+++ RECORDS TO USE

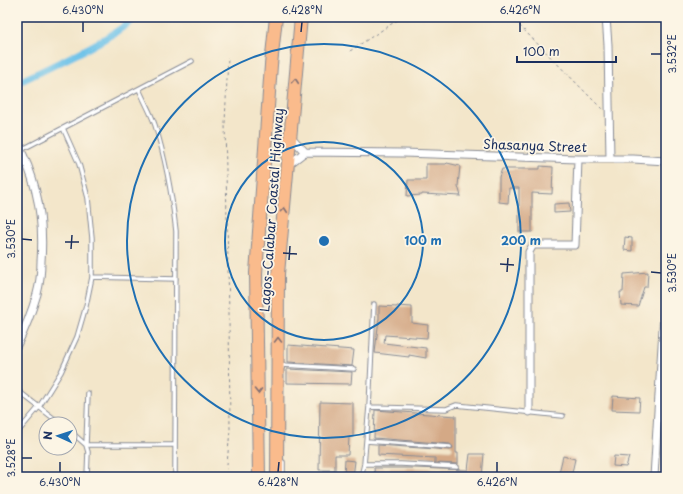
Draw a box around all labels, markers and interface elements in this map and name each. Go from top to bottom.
text: 6.430°N [62,2,104,17]
text: 6.428°N [282,2,323,17]
text: 6.426°N [499,2,541,17]
text: 3.532°E [664,34,679,74]
scale bar [517,38,616,64]
text: 100 m [523,42,560,60]
one-way arrow [290,78,299,84]
street label: Lagos-Calabar Coastal Highway [254,107,288,313]
street label: Shasanya Street [483,134,587,156]
one-way arrow [279,207,288,213]
text: 3.530°E [3,219,18,259]
text: 100 m [404,231,442,249]
text: 200 m [501,231,541,249]
centre of rings [317,234,331,248]
text: 3.530°E [664,253,679,293]
one-way arrow [274,337,282,343]
one-way arrow [254,388,262,394]
north arrow [38,416,78,456]
text: N [39,430,56,440]
text: 3.528°E [3,438,18,478]
text: 6.430°N [39,474,81,489]
text: 6.428°N [258,474,299,489]
text: 6.426°N [476,474,518,489]

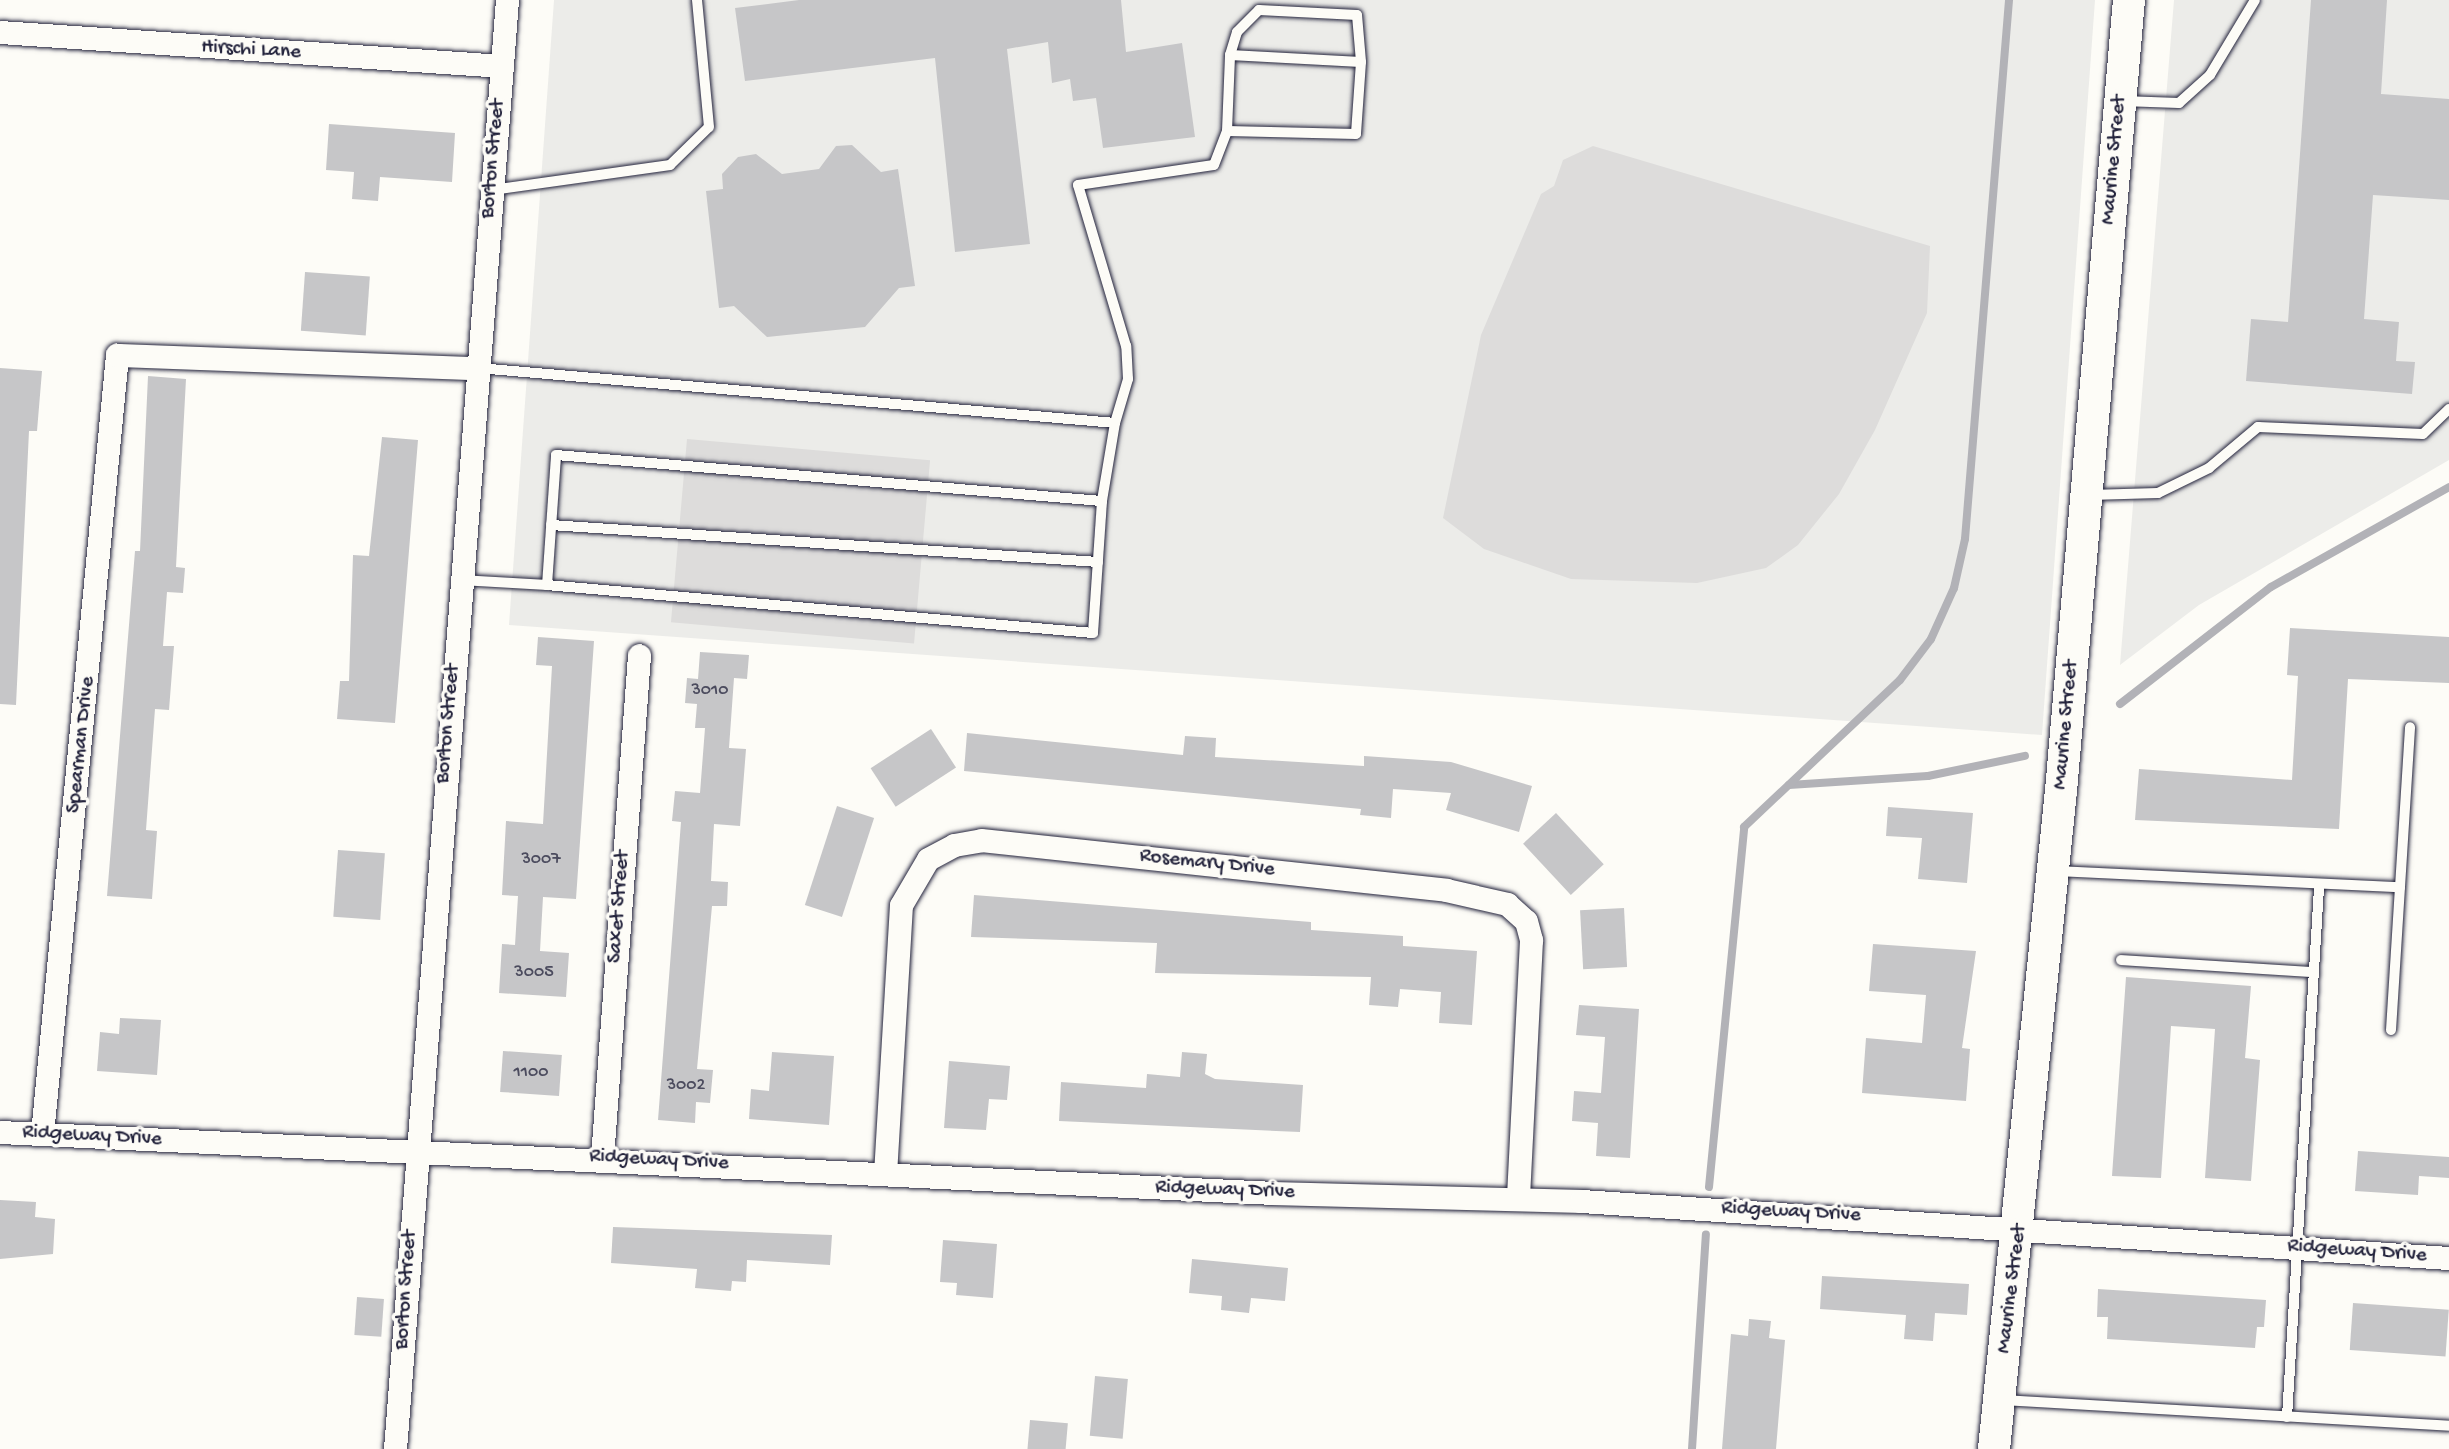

++++++

Set every line of the records down again exactly, and exclude all pictures.

Draw a box around all labels, markers and interface elements in this map and name each. Go from top to bottom.
text: 6.430°N [62,2,104,17]
text: 6.428°N [282,2,323,17]
text: 6.426°N [499,2,541,17]
text: 3.532°E [664,34,679,74]
scale bar [517,38,616,64]
text: 100 m [523,42,560,60]
one-way arrow [290,78,299,84]
street label: Lagos-Calabar Coastal Highway [254,107,288,313]
street label: Shasanya Street [483,134,587,156]
one-way arrow [279,207,288,213]
text: 3.530°E [3,219,18,259]
text: 100 m [404,231,442,249]
text: 200 m [501,231,541,249]
centre of rings [317,234,331,248]
text: 3.530°E [664,253,679,293]
one-way arrow [274,337,282,343]
one-way arrow [254,388,262,394]
north arrow [38,416,78,456]
text: N [39,430,56,440]
text: 3.528°E [3,438,18,478]
text: 6.430°N [39,474,81,489]
text: 6.428°N [258,474,299,489]
text: 6.426°N [476,474,518,489]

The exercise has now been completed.